In underground mines, it proved popular, and feedback showed it could be used for applications beyond just safety and compliance. “The customers wanted a battery-powered solution in their working sections, so, fairly quickly, we put out the SENTINEL Battery Mesh Node, and it was really well received,” Hansen said. “More and more our customers started to use this product in a different way, really in a way it wasn’t initially designed to be used,” he said. “What piqued our interest is that they wanted mobility.” Ideal was a node that did not require power but had the same capabilities. “Mobility was a big drive as well as a focus on the SWaP (Size, Weight and Power) of the Solution,” Hansen said. Cabled nodes gave rise to mobile battery-powered nodes, and as SENTINEL evolved so did the ways it could be used, Hansen said.

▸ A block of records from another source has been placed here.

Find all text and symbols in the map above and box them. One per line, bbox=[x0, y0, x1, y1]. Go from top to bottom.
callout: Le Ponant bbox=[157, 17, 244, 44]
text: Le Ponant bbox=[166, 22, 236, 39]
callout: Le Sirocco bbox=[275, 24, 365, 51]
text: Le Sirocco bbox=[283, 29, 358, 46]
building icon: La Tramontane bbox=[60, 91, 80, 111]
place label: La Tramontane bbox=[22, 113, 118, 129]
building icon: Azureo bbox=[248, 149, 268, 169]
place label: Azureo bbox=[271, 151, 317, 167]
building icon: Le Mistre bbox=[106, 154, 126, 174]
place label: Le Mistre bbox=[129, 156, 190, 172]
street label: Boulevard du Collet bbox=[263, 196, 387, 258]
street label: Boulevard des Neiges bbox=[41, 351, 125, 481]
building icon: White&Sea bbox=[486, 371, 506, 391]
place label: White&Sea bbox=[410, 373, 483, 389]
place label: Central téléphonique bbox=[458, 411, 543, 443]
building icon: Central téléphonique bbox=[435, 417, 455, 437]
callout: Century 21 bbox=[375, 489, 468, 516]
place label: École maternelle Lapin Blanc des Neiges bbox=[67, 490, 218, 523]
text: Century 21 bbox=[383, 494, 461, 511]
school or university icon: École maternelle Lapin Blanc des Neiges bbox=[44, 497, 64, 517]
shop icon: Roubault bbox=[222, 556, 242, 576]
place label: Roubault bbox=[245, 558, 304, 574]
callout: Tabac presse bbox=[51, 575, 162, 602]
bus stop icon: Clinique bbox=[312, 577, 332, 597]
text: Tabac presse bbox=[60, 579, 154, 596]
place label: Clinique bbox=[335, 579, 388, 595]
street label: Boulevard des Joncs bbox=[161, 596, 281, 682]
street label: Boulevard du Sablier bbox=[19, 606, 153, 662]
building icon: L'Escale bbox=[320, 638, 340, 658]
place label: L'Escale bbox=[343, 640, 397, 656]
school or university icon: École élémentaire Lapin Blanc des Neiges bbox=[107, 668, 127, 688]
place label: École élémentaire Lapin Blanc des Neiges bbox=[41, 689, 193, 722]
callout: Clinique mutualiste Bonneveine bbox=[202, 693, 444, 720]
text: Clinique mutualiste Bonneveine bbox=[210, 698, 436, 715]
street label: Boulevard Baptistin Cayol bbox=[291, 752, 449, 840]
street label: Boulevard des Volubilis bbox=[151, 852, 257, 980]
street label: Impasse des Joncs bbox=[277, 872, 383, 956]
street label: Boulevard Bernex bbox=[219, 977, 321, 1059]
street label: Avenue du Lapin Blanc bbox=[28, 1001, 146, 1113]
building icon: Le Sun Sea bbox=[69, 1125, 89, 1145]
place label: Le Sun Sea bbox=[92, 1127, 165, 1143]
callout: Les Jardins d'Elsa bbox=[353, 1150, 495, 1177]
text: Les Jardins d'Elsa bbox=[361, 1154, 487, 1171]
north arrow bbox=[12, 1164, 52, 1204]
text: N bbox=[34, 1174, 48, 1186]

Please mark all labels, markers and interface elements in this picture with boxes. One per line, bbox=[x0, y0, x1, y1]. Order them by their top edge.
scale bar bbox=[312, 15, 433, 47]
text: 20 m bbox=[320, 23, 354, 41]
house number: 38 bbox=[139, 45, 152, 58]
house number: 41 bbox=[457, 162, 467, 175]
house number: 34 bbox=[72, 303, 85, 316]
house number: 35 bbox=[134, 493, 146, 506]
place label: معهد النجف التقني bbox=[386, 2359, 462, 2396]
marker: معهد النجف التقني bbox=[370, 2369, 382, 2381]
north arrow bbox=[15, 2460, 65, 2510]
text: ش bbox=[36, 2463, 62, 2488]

History shows one way is in mine rescue. During his acceptance speech at SME, Hansen spoke about a mine that had deployed SENTINEL and used it after a roof fall crushed the limb of a miner. “The roof fall caused an amputation of the limb, and he was at high risk of bleeding out right there in the working section,” Hansen said. The SENTINEL infrastructure survived the fall and “continued to operate, monitor, and provide communications, tracking and situational awareness to the dispatcher post-incident,” he said. A fellow miner at the site of the roof fall made a private, secure call and relayed HIPPA and personal medical information to the dispatcher. “The dispatcher was able to look at the situational awareness display of his screen and immediately start dispatching first aid resources and EMTs based on which ones were closest,” Hansen said. “In parallel, as the EMTs approached the location where the miner was down, the dispatcher was calling 911 and summoning above-ground resources and first responders.”
The SENTINEL-based system gave the dispatcher the visibility needed to order equipment movements to clear the exit path. “He was able to free the travel way to quickly get this injured miner out of the mine as soon as possible,” Hansen said. Within six minutes, the miner was loaded onto a truck and being transported out of the mine. “The EMTs on the truck “were calling in vital life signs during the exit from the mine,” Hansen said. “For over 10 minutes, those EMTs were on their networking gear, communicating blood pressure, oxygen level, and heart rate,” he said. “They had uninterrupted communications.” It took 11 minutes to get topside. “As the paramedics flew in, they were amazed,” Hansen said. “They had all the information on this injured miner before they even landed,” he said. “They were shocked that the mine was able to provide all this information so they could bring all the first response gear they needed.”
The story illustrates the importance of innovation in underground communication systems, Hansen told E&MJ. “If they had run a legacy system with a wired backhaul and it got knocked out with the roof fall, they may not have been able to respond to the event at the pace that they were,” he said. Instead, “they had mobile nodes in their working sections. Nothing was interrupted in their service, which was a game changer for their response.” The story also speaks to the higher calling of the company. “These types of events don’t just affect the mine operation, they affect families, they affect kids and spouses,” Hansen said. “It still to this day chokes me up when I think about it. Positively impacting lives, families, kids, grandkids and spouses, that makes it all worthwhile.”